For each line below that holds "Output", return the line as it stands.
§ §
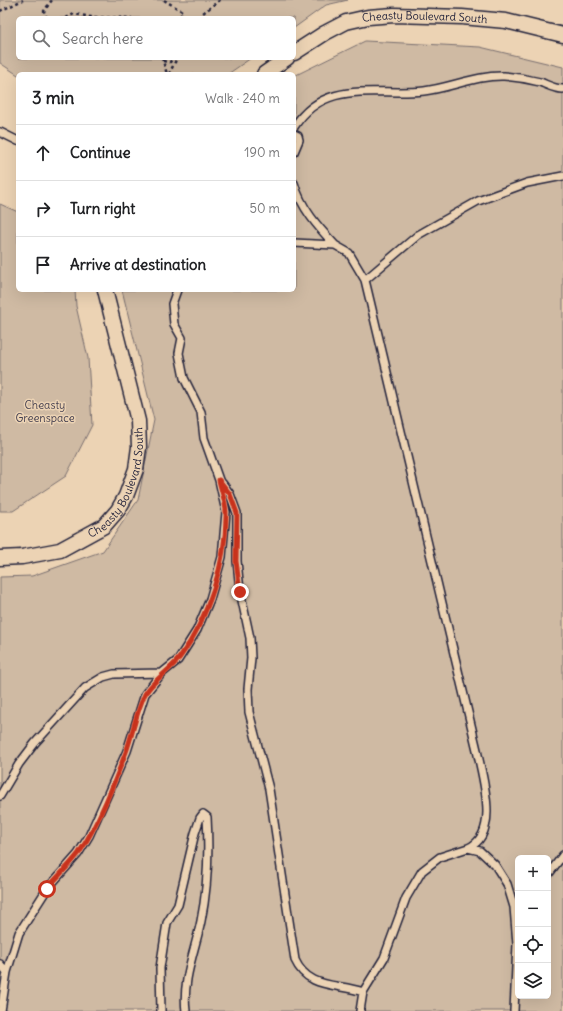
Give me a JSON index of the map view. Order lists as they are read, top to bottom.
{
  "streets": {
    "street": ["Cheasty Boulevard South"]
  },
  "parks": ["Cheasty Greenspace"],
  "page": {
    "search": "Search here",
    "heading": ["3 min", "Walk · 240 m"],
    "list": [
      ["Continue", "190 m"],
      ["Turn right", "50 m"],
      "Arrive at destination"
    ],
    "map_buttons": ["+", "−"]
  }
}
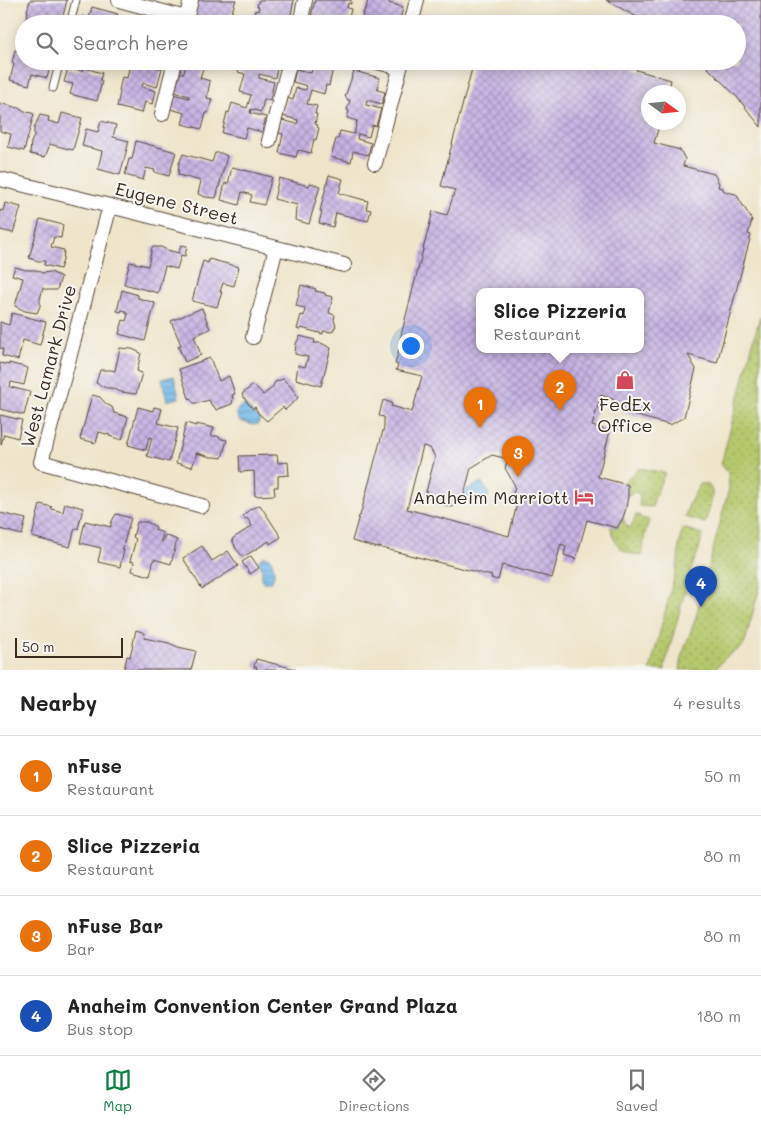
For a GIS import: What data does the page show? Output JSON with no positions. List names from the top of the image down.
§ §
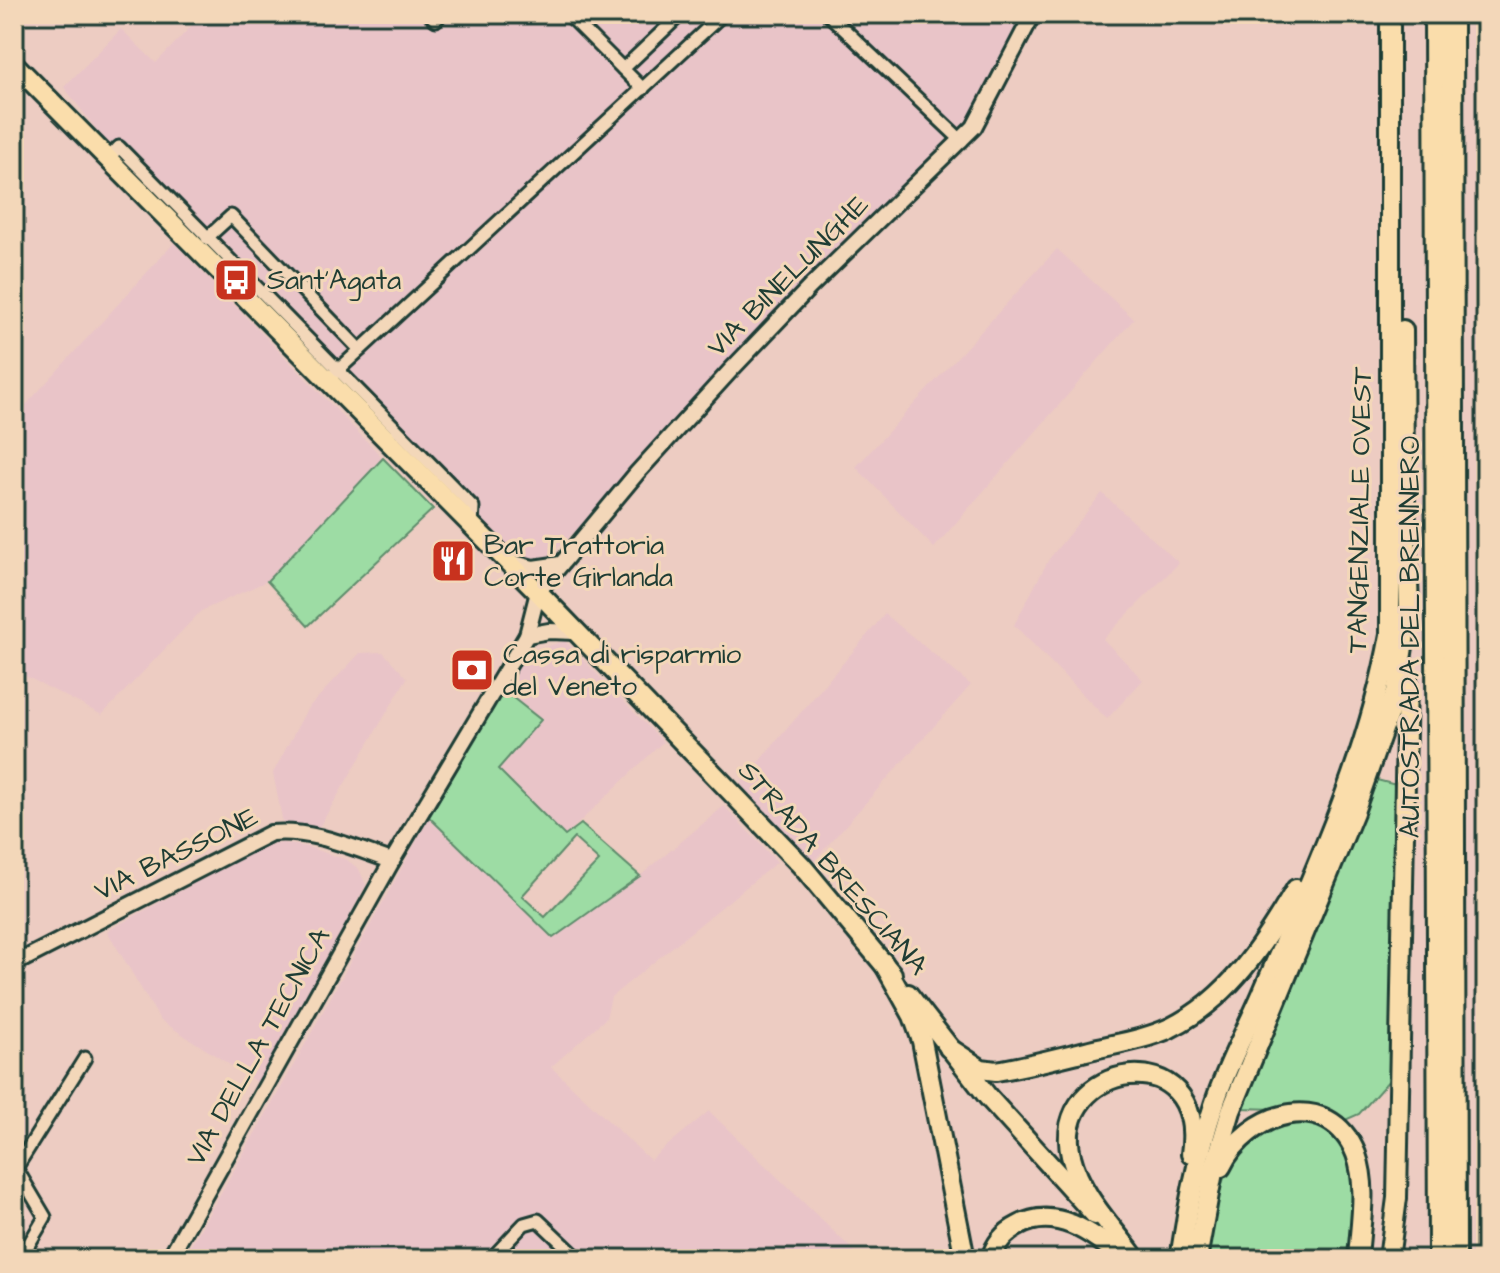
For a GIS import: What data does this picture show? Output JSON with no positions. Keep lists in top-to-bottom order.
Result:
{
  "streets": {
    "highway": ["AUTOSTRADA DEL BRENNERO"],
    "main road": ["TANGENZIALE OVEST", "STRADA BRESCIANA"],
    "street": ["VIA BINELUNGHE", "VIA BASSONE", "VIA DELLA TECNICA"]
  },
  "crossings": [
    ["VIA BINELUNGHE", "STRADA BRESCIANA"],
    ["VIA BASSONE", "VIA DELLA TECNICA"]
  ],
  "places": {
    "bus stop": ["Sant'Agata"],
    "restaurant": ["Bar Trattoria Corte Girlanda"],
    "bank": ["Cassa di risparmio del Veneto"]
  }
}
§ §
Response to the exercise ::
For a GIS import: What data does the page show? Output JSON with no positions. List names from the top of the image down.
For a GIS import: What data does this picture show? Output JSON with no positions. Keep lists in top-to-bottom order.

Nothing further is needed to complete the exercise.